* [Directions]:
Determine the number of lines in the listing below in which the word "shadow" is present, and state it without comment.

* [Supplied data]:
┄┄┄┄┄┄┄┄┄┄

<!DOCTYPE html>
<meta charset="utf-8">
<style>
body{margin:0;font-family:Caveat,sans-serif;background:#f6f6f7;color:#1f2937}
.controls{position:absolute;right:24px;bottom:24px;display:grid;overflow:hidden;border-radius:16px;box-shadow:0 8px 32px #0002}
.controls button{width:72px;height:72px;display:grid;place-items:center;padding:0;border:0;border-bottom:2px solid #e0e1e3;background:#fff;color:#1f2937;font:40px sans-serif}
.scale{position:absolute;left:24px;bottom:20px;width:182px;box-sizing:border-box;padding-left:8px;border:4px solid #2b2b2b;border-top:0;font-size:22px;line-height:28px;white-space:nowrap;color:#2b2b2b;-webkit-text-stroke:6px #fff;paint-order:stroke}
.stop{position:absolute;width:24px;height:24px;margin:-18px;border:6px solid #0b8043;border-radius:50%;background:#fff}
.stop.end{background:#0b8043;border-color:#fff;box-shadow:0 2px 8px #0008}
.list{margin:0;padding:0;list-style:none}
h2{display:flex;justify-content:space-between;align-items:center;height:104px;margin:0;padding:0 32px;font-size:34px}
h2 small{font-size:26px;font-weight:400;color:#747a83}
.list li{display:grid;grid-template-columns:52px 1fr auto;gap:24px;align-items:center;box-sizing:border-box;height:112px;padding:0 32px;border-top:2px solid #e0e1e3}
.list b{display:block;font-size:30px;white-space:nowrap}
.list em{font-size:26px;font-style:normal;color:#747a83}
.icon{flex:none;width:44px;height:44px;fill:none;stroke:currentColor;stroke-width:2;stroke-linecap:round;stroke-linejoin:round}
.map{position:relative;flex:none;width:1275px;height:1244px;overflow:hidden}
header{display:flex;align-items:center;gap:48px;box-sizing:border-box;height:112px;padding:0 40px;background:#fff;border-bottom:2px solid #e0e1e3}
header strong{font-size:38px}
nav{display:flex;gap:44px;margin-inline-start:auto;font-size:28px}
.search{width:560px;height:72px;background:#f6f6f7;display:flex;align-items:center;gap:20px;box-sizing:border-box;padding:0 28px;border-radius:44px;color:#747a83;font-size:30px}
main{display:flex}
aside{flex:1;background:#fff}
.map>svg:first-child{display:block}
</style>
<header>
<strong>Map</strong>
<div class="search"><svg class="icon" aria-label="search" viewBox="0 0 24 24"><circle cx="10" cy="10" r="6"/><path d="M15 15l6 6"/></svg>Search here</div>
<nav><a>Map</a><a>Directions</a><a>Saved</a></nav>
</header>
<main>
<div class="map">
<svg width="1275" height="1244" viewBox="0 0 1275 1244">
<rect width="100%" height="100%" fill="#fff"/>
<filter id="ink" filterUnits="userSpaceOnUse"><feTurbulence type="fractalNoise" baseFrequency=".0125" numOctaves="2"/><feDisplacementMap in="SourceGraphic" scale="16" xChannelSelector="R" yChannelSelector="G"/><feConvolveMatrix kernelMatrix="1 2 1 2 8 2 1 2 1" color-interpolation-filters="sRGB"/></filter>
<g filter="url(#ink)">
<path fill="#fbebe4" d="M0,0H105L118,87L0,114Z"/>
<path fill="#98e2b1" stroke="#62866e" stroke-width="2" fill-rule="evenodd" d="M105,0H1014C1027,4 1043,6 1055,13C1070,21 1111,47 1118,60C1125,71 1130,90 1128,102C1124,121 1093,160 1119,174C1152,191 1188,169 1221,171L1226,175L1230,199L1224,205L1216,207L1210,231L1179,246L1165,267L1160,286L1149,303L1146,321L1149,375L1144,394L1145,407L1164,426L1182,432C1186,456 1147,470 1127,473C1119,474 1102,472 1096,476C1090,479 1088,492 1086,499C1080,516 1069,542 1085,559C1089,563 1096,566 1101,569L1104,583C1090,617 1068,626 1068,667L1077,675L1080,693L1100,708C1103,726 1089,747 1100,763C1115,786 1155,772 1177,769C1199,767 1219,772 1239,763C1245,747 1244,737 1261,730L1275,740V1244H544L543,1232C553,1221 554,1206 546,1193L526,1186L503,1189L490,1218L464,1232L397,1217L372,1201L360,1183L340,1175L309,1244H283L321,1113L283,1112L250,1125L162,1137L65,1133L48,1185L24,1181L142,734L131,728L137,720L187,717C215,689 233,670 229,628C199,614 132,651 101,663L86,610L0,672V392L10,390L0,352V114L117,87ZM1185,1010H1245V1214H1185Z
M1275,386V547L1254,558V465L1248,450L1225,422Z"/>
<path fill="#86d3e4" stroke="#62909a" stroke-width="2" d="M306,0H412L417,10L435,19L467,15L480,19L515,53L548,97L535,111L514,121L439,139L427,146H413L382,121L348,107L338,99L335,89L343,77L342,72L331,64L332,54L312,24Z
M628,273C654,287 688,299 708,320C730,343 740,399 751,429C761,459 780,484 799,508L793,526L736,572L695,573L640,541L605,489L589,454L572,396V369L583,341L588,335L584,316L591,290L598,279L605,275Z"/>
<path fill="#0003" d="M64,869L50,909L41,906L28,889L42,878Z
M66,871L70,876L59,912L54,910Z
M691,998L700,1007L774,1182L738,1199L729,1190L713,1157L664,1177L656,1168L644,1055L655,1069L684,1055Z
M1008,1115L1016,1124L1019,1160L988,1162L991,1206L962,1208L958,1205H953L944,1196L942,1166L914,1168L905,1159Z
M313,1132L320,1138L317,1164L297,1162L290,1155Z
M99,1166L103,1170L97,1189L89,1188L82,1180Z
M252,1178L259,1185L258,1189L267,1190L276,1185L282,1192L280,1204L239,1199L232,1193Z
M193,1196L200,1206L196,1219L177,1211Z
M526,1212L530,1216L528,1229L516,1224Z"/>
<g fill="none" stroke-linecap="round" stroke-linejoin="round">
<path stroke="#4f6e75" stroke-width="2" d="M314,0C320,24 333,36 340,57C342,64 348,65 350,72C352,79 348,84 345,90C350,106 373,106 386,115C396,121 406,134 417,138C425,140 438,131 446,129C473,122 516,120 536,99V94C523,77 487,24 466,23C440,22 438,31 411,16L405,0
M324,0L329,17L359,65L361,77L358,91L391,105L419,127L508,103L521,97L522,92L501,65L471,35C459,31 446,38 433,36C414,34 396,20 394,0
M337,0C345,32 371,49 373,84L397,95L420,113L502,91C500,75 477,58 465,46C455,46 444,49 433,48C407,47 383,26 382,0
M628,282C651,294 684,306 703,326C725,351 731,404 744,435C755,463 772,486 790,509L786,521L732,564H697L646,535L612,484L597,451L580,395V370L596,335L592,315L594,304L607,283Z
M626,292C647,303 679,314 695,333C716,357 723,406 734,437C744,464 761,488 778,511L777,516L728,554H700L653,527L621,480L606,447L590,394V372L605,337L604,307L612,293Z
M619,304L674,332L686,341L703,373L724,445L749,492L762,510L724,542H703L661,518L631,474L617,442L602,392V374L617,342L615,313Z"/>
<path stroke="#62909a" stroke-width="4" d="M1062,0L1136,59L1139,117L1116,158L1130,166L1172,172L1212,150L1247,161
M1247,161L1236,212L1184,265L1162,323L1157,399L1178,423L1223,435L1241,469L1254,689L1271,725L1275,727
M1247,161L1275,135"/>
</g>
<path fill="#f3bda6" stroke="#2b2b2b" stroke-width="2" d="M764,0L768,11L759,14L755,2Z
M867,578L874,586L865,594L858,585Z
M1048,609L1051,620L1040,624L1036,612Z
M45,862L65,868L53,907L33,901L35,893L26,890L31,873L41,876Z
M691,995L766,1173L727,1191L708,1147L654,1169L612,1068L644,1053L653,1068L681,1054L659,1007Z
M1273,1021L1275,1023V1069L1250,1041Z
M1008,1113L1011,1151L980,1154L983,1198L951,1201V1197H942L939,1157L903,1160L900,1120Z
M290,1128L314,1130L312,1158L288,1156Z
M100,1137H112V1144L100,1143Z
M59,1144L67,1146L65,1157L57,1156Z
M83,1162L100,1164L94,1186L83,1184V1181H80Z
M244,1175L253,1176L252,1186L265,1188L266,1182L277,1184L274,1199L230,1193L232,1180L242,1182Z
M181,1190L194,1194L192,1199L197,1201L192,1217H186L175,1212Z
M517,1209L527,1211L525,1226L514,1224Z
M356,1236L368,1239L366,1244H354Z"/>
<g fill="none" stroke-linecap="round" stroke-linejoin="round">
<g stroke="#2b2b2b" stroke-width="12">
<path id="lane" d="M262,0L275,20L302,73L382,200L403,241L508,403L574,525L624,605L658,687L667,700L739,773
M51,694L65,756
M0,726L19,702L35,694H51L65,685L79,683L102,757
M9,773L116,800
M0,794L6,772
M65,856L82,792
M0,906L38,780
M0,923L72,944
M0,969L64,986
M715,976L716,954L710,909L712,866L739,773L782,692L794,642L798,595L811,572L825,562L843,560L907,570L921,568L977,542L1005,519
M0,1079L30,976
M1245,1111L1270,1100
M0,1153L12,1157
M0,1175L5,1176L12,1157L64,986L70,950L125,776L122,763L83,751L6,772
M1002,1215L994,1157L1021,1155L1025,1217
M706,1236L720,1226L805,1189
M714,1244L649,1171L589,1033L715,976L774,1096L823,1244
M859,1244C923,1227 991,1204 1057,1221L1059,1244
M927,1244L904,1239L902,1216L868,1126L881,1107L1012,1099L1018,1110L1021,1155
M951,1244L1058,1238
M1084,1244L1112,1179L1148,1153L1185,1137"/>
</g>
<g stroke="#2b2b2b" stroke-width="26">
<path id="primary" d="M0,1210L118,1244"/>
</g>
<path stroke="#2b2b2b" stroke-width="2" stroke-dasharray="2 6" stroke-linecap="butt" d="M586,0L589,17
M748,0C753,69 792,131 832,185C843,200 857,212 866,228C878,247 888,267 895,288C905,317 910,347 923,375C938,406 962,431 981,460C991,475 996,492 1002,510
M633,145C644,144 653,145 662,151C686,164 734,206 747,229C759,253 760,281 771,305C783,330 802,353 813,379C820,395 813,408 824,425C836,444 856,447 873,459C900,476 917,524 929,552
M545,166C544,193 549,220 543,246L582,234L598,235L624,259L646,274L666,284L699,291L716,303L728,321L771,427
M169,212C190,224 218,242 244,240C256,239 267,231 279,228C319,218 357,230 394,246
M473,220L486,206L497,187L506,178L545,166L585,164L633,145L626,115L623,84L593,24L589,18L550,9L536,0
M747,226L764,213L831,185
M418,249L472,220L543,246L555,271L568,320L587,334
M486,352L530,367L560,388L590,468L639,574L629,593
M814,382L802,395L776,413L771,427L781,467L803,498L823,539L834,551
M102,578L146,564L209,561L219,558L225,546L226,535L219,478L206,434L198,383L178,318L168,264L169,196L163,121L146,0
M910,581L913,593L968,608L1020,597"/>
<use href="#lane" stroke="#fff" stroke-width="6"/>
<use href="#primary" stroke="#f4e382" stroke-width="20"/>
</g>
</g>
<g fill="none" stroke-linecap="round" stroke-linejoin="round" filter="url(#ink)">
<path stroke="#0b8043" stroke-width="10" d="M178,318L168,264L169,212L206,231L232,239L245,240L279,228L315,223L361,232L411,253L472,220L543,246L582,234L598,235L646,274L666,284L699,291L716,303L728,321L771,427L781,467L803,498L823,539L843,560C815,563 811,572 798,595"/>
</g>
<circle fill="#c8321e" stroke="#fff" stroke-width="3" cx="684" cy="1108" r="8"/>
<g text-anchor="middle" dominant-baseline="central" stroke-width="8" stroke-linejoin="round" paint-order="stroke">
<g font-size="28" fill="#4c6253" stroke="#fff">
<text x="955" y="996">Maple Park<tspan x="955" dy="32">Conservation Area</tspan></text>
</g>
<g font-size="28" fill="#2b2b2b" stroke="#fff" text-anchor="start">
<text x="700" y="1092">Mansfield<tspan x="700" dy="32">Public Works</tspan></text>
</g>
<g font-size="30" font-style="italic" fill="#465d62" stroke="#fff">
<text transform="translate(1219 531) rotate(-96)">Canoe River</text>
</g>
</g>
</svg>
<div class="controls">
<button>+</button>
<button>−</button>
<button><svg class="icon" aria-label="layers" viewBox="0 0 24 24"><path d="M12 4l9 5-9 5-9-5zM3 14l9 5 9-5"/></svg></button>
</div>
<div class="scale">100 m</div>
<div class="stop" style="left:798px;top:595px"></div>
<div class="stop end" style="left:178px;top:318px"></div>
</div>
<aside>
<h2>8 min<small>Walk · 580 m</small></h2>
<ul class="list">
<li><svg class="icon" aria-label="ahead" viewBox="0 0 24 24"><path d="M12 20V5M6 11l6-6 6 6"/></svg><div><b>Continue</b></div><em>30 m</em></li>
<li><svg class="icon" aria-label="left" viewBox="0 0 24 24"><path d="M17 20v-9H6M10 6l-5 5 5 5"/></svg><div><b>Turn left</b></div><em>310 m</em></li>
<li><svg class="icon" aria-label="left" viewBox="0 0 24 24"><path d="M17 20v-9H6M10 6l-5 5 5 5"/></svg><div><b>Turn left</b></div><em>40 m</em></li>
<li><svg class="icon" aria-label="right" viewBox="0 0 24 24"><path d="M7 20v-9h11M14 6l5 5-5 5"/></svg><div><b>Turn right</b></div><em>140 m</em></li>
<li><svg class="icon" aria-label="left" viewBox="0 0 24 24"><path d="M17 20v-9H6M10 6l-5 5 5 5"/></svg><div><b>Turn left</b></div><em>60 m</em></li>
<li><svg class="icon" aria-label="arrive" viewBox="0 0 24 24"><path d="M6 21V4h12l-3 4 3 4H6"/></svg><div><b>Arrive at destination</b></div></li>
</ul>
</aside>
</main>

┄┄┄┄┄┄┄┄┄┄

* [Response for this exercise]:
2